After the data flow of the user is established, applying for a memory space to DPI equipment; after the data stream record of the target user is established, the storage process of the data stream is the same as the method, and is not described herein again.
Fig. 4 illustrates another data processing method provided by the present invention. The number of the data streams obtained in this embodiment is N, where N is an integer greater than 1; as shown in fig. 4, the data storage method includes:
step 401, acquiring N data stream information;
step 402, determining target users of the N pieces of data flow information;
for convenience of description in the embodiment of the present invention, the target users of N pieces of data stream information are taken as the same example for description; if at least 1 target user of the N pieces of data stream information is different, the executed process can be obtained by combining two storage modes of acquiring one piece of data stream information and N pieces of data stream information;
step 403, determining whether the target user exists in the memory of the DPI device; if yes, go to step 404; if not, go to step 408;
step 404, determining a data stream record of the target user;
step 405, clustering the user attribute information in the N pieces of data stream information in a consistent manner to obtain at least 1 cluster, and updating the statistical attribute information of the corresponding cluster for each statistical attribute information in each cluster in the at least one cluster;
the user attribute information includes any one or more of a source IP address, a destination IP address, a user application type, a user Uniform Resource Locator (URL), a destination port, and a source port; the statistical attribute information includes: any one or more of upstream, downstream and/or total flow;
step 406, for each cluster in at least one cluster, determining whether a first record consistent with the user attribute information of the cluster exists in the data stream record of the target user; if yes, go to step 407; if not, go to step 408;
step 407, updating the statistical attribute information in the first record according to the statistical attribute information in the data stream information corresponding to the cluster;
step 408, adding a second record in the data stream record of the target user according to the data stream information corresponding to the cluster, where the user attribute information of the second record is consistent with the user attribute information of the data stream information in the cluster, and the statistical attribute information of the second record is determined according to the statistical attribute information in the data stream record;
step 409, establishing the target user;
steps 404 to 408 are then performed again in sequence based on the target user established.
The storage process of the data stream is the same as the above method, and is not described herein again.
Optionally, when the N pieces of data stream information are acquired, it may also be determined whether each piece of data stream exists in a data stream record of a corresponding target user, and clustering is performed on the remaining data streams.
In the prior art, classification and sorting are often needed when data is displayed.

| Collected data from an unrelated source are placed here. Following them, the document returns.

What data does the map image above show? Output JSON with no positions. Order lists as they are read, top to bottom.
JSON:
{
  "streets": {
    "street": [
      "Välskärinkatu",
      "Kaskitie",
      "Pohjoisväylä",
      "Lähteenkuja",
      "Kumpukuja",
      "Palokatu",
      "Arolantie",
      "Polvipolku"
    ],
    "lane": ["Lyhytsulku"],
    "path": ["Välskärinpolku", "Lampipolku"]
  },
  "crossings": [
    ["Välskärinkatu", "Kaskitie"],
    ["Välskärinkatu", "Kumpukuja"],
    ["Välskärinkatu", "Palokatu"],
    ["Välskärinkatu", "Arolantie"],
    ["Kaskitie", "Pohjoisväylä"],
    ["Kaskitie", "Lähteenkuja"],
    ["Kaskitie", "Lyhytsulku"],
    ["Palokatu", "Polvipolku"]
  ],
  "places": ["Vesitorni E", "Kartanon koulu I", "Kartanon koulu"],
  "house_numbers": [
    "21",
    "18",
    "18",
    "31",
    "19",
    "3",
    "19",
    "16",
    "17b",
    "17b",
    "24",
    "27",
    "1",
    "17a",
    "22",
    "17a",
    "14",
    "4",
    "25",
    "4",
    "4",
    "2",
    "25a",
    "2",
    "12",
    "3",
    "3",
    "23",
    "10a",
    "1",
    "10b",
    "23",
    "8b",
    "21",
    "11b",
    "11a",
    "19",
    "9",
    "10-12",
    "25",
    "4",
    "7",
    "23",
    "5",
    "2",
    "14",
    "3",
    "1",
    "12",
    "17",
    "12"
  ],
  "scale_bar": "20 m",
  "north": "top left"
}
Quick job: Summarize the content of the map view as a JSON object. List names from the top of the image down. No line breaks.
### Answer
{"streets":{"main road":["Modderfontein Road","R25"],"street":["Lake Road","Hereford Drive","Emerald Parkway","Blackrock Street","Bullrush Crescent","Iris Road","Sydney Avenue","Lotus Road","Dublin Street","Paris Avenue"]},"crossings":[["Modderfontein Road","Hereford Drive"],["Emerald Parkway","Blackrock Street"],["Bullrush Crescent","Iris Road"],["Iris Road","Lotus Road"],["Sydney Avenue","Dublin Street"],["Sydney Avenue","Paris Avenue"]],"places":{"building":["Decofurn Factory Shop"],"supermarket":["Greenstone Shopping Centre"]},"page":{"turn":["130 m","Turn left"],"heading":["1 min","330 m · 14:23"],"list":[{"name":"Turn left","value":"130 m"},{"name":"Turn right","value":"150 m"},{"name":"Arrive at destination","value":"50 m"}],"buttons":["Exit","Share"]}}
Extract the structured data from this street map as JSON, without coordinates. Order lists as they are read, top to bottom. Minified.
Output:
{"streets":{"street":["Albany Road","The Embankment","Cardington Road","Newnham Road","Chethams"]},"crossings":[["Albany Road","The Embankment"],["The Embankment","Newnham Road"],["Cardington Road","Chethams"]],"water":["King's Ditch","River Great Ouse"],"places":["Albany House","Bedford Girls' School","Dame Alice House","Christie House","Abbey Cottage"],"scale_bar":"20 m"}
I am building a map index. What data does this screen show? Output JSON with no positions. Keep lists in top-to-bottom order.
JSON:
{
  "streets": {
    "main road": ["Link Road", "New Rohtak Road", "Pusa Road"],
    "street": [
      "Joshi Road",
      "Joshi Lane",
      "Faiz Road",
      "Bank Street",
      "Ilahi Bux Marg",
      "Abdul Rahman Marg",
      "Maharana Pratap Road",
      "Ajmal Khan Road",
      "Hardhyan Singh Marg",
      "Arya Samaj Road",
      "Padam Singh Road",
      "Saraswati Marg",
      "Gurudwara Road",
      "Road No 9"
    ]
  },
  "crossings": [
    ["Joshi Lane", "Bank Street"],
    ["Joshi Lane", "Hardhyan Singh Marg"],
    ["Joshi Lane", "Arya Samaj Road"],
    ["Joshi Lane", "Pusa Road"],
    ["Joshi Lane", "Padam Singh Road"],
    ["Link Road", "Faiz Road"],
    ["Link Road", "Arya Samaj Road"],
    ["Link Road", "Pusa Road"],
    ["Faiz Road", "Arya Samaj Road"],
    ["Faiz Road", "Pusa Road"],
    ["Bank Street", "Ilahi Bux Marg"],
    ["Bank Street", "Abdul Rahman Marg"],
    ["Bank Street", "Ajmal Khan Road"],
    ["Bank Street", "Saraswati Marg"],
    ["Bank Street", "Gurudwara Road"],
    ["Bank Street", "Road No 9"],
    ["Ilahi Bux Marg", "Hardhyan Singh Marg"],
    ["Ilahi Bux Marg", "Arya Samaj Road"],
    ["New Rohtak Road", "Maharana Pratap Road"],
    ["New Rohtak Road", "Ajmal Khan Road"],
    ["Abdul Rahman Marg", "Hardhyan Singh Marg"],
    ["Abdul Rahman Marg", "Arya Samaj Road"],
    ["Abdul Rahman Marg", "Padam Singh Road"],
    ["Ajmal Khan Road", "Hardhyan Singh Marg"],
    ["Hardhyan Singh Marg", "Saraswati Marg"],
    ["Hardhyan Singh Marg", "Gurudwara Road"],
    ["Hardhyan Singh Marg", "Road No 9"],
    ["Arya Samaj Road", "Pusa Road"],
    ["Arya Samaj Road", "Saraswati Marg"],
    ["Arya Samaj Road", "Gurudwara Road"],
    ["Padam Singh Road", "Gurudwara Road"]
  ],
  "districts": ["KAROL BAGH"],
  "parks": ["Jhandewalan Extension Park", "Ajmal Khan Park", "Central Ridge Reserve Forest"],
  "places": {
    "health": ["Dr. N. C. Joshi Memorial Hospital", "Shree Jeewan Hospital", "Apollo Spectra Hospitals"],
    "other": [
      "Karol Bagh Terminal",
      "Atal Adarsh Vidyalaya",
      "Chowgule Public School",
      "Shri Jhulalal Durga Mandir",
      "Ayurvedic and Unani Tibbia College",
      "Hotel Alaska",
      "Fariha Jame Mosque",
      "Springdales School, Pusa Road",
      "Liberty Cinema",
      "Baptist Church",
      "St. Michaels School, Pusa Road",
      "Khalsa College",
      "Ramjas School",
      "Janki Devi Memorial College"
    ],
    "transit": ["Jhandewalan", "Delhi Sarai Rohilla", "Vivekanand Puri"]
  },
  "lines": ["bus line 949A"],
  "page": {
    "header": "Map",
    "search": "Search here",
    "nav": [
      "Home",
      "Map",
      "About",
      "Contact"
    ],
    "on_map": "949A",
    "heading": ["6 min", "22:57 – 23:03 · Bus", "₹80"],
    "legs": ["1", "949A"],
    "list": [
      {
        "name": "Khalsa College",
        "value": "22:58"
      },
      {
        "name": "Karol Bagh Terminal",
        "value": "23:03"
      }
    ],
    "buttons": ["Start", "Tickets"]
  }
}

For example, to know the traffic condition of accessing a certain server, all the stored data stream records need to be traversed, all the data streams reaching the server are found, and then the data streams are sorted, so as to obtain the result. If the user wants to view the current network user access data traffic ranking, the total traffic of each user needs to be summarized and then sorted. Under the condition of huge data flow, the whole query process is very slow, and poor user experience is brought. In the embodiment of the present invention, in order to facilitate displaying of data stored in a DPI device, a specific implementation manner is provided: after updating the statistical attribute information in the first record according to the data stream information, the method further includes: determining a target data stream record of the target user corresponding to the target time granularity; wherein the target data stream record comprises at least one user attribute information, the data stream record comprising the target data stream record; time granularity includes any of minutes, hours, or days; for each user attribute information of the at least one user attribute information, performing: and determining the proportion of the statistical attribute information in the target data stream record of the statistical attribute information corresponding to the user attribute information.
In the embodiment of the present invention, a specific example is described to determine a ratio of statistical attribute information included in the target data stream record, where the statistical attribute information corresponds to the user attribute information. Assuming the target time granularity is minutes, 10 minutes is taken as an example; the target data flow records of the target users determined within 10 minutes are shown in table 3, in this embodiment, the user attribute information is exemplified by user applications, and the statistical attribute information is exemplified by total user flow.
TABLE 3 target data flow record for target user in 10 minutes
Numbering User applications Number of connections Upstream flow Downstream traffic Total flow rate
1 Fast thunder 2 0.5M 2M 2.5
2 360 search 10 1M 10M 11M
3 HTTP 25 30M 60M 90M
4 Tencent (Teng-news) 1 0 0 0
The percentage of the total traffic of the fast thunder in the user application to the total traffic included in the target data within 10 minutes is 2.5/(2.5+11+90+0) ═ 2.4%, and the percentage of the total traffic of the HTTP in the user application to the total traffic included in the target data is 90/(2.5+11+90+0) ═ 86.7%; the proportion of other applications can be obtained by the same method.
The embodiment of the invention can also determine the proportion condition of other user attribute information, and the statistical attribute information can be other statistical attribute information such as uplink and downlink flow, total flow or online time and the like. And determining specific values of the user attribute information and the attribute statistical information according to specific requirements.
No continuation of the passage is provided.